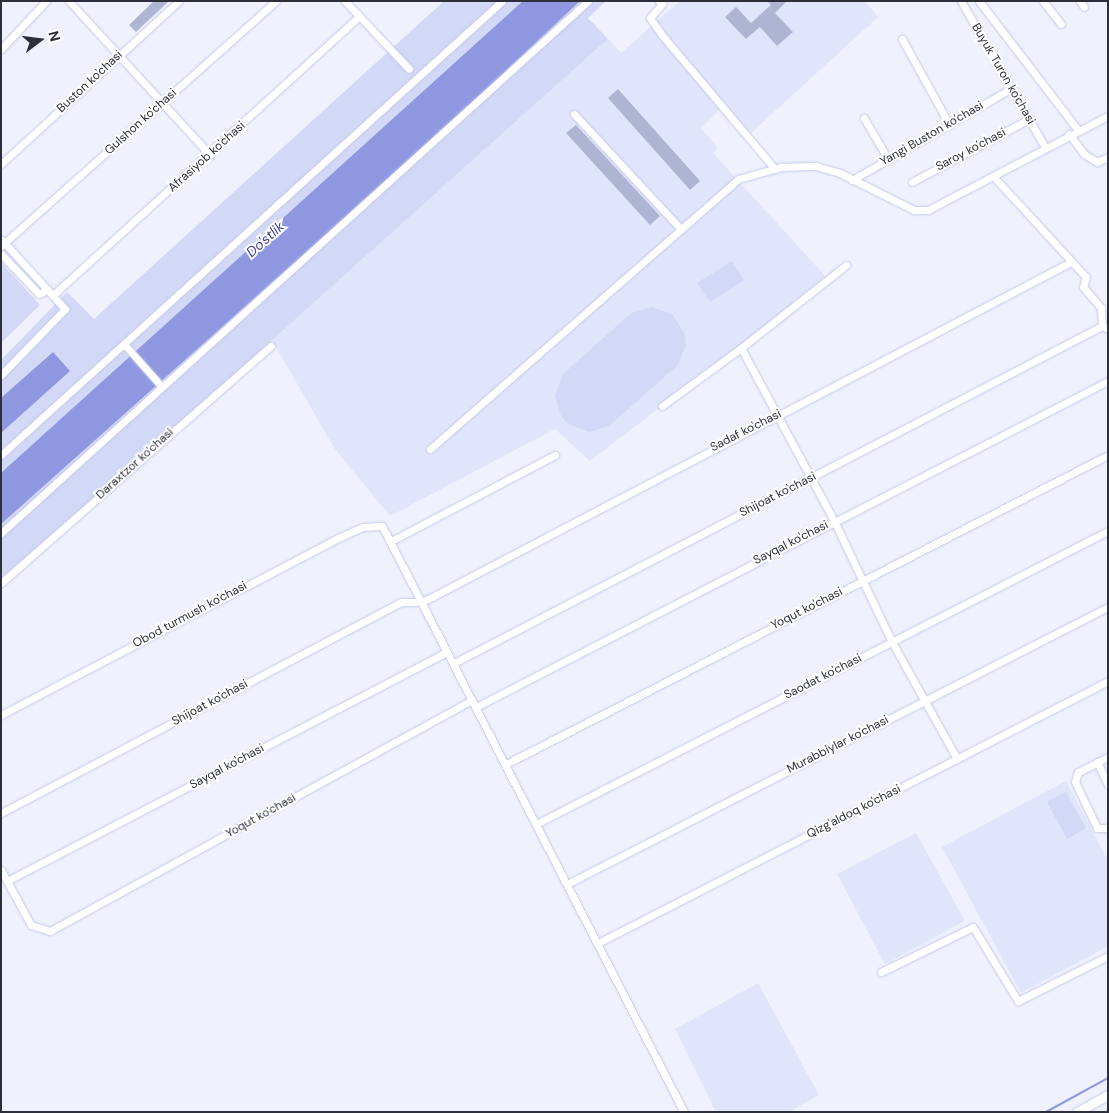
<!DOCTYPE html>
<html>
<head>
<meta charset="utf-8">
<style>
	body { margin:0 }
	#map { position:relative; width:1109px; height:1113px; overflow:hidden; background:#eff1fe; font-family:"DM Sans",sans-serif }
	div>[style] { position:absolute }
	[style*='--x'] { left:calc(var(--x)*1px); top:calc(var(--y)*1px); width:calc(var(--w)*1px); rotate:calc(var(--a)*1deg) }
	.built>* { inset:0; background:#e1e5fc }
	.green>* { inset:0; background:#d3d8f7 }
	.water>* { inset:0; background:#8f97e1 }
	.stream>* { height:2px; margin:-1px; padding:0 1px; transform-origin:1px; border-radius:1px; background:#8f97e1 }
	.building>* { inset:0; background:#b0b4d3 }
	.roads { filter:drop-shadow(0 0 1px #c4c9e8) drop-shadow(0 0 1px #c4c9e8) }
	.minor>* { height:7px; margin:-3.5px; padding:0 3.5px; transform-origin:3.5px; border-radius:3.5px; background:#fff }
	.major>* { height:9px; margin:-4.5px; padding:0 4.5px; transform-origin:4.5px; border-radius:4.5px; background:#fff }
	span { translate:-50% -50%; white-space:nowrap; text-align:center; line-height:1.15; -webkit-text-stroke:4px #fff; paint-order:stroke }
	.street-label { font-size:12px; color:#2c2e3a }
	.water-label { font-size:14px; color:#414298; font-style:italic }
	.frame { position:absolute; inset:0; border:2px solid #2c2e3a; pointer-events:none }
	.north { position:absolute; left:15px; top:15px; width:50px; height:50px; -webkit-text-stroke:4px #fff; paint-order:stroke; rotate:75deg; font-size:14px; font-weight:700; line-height:20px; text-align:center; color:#2c2e3a }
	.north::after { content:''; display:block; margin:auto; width:18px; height:22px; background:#2c2e3a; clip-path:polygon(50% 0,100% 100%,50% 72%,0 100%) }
</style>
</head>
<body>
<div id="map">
	<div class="built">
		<i style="clip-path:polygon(680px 1px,865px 1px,878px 17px,751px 133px,723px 106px,701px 128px,718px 148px,713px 153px,828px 279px,590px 461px,555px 429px,390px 516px,334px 448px,272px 340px,608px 39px,621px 53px)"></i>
		<i style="clip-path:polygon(1066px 781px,1108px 860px,1108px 946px,1021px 993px,942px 847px)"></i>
		<i style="clip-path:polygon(916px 833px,965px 921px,885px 964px,837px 874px)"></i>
		<i style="clip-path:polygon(758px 983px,819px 1095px,789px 1112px,716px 1112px,675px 1029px)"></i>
	</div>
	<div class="green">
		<i style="clip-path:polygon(444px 1px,606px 1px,588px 18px,608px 39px,1px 583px,1px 360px,67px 292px,94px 319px)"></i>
		<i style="clip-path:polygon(732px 261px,744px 280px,710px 302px,697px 283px)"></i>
		<i style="clip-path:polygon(1px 262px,40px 305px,1px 343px)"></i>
		<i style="clip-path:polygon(652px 307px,673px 315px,685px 334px,686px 345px,678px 365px,609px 426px,589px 432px,568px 424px,561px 416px,555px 395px,563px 374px,631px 313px)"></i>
		<i style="clip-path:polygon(1066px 792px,1086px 828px,1067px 839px,1047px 802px)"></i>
	</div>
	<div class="water">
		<i style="clip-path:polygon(523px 1px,580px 1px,442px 131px,1px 524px,1px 473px)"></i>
		<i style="clip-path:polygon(53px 352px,70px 371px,1px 433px,1px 398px)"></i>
	</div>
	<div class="stream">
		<i style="--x:1046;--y:1112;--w:71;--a:-28.7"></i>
	</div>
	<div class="building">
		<i style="clip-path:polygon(154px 1px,169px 1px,136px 32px,129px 25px)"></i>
		<i style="clip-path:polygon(767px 1px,787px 1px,775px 13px,793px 32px,777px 46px,760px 27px,746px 39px,725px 17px,736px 7px,751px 23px,771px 5px)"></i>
		<i style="clip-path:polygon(618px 89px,700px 181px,690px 190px,608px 98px)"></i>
		<i style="clip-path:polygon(576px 125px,660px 216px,650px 225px,566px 133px)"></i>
	</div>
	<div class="roads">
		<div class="minor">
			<i style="--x:69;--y:1;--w:209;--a:47.5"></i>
			<i style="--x:345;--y:1;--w:93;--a:46.7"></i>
			<i style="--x:659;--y:1;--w:4;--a:45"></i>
			<i style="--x:662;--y:4;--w:18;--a:131"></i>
			<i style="--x:650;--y:18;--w:19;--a:55"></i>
			<i style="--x:661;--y:34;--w:177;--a:49.8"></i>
			<i style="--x:961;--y:1;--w:168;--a:60.1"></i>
			<i style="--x:979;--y:1;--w:163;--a:52.5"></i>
			<i style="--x:1043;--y:1;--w:29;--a:52"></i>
			<i style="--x:1080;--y:1;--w:7;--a:56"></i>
			<i style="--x:902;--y:39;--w:97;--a:61.1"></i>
			<i style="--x:1;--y:49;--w:66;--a:-46.8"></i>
			<i style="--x:574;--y:114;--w:157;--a:47.1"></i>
			<i style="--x:864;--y:118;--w:48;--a:59.7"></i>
			<i style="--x:1069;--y:134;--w:25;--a:53"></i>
			<i style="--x:1084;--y:154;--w:15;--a:32"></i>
			<i style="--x:1097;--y:162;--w:12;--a:-24"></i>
			<i style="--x:1;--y:164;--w:241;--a:-42.5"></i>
			<i style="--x:993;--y:176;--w:137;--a:47.4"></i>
			<i style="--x:1086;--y:277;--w:10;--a:107"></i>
			<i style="--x:1083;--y:287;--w:28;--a:49"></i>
			<i style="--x:1101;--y:308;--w:18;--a:87"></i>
			<i style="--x:1102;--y:326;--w:7;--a:27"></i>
			<i style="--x:852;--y:180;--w:185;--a:-29.9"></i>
			<i style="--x:912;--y:182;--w:133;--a:-28.3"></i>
			<i style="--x:1;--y:246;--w:368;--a:-41.7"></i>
			<i style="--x:1;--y:254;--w:55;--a:46.5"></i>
			<i style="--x:39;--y:294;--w:10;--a:-29"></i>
			<i style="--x:53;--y:295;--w:413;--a:-42.3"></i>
			<i style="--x:124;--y:344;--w:57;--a:48.5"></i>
			<i style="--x:741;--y:348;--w:134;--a:-38.3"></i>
			<i style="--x:1;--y:375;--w:92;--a:-45.9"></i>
			<i style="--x:65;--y:309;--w:93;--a:-132.4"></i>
			<i style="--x:662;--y:406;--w:98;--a:-36.3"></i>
			<i style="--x:741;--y:348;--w:196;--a:61.7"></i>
			<i style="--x:834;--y:521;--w:134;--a:64.4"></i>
			<i style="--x:892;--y:642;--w:134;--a:60.9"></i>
			<i style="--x:430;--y:449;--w:410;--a:-41.2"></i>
			<i style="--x:738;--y:179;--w:45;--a:-15.6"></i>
			<i style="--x:781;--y:167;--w:35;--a:-2"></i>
			<i style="--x:816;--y:166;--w:25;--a:16"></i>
			<i style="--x:840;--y:173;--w:83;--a:26.6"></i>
			<i style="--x:914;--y:210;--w:14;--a:0"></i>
			<i style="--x:928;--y:210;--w:203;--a:-27.6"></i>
			<i style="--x:1;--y:455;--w:676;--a:-42.18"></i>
			<i style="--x:1;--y:533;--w:792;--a:-42.19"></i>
			<i style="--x:393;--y:540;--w:183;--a:-27.7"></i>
			<i style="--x:1;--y:583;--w:359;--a:-41.3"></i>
			<i style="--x:454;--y:663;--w:730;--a:-27.48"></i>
			<i style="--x:476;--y:707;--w:711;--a:-27.29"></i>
			<i style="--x:1;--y:715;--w:381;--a:-27.7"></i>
			<i style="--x:338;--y:538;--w:27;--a:-24"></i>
			<i style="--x:363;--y:527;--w:19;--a:-3"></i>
			<i style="--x:382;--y:526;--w:659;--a:62.74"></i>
			<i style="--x:1108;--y:757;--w:34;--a:153"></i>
			<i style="--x:1078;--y:772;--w:10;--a:107"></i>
			<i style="--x:1075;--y:782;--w:51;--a:64.4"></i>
			<i style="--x:1097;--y:828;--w:11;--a:0"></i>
			<i style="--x:1097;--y:762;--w:25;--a:64"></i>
			<i style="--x:506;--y:764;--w:677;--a:-27.17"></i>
			<i style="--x:1;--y:813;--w:452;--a:-27.8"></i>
			<i style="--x:401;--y:602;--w:20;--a:0"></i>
			<i style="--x:421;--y:602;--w:12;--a:-24"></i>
			<i style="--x:432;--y:597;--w:721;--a:-27.67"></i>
			<i style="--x:538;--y:823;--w:640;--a:-27.13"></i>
			<i style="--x:1;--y:870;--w:63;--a:61.4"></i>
			<i style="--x:31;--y:925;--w:20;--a:18"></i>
			<i style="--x:50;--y:931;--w:481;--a:-28.7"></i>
			<i style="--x:7;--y:881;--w:495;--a:-27.5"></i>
			<i style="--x:569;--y:883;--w:606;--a:-27.12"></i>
			<i style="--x:600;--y:942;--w:571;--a:-27.19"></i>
			<i style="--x:881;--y:972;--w:102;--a:-26.1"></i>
			<i style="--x:973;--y:927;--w:87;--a:58.7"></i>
			<i style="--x:1018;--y:1001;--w:101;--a:-26.6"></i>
		</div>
		<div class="major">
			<i style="--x:1077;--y:1112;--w:35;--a:-29"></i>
		</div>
	</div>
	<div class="street-label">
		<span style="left:1003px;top:74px;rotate:60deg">Buyuk Turon ko'chasi</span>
		<span style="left:90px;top:82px;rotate:-43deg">Buston ko'chasi</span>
		<span style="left:141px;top:122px;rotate:-42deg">Gulshon ko'chasi</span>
		<span style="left:932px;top:134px;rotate:-30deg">Yangi Buston ko'chasi</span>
		<span style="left:971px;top:150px;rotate:-28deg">Saroy ko'chasi</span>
		<span style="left:207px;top:157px;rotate:-42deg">Afrasiyob ko'chasi</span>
		<span style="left:746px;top:431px;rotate:-27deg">Sadaf ko'chasi</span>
		<span style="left:135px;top:464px;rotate:-42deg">Daraxtzor ko'chasi</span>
		<span style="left:778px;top:495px;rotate:-27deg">Shijoat ko'chasi</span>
		<span style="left:791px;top:543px;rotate:-27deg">Sayqal ko'chasi</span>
		<span style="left:807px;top:609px;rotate:-27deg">Yoqut ko'chasi</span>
		<span style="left:190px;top:615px;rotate:-28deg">Obod turmush ko'chasi</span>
		<span style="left:823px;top:677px;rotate:-27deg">Saodat ko'chasi</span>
		<span style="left:210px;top:703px;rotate:-28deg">Shijoat ko'chasi</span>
		<span style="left:838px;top:745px;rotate:-27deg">Murabbiylar ko'chasi</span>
		<span style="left:227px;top:767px;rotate:-28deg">Sayqal ko'chasi</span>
		<span style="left:854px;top:812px;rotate:-27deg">Qizg'aldoq ko'chasi</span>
		<span style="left:261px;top:816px;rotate:-29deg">Yoqut ko'chasi</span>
	</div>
	<div class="water-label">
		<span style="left:265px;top:239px;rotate:-42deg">Do'stlik</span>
	</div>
	<div class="frame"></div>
	<div class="north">N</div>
</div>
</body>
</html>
┄┄┄┄┄┄┄┄┄┄
Requirement: Each line in the entries above, starting at the line with "height:7px; margin:-3.5px; padding:0" and ending at the line with "translate:-50% -50%; white-space:nowrap;", is to be printed exactly, and only those lines.

Output of the task:
	.minor>* { height:7px; margin:-3.5px; padding:0 3.5px; transform-origin:3.5px; border-radius:3.5px; background:#fff }
	.major>* { height:9px; margin:-4.5px; padding:0 4.5px; transform-origin:4.5px; border-radius:4.5px; background:#fff }
	span { translate:-50% -50%; white-space:nowrap; text-align:center; line-height:1.15; -webkit-text-stroke:4px #fff; paint-order:stroke }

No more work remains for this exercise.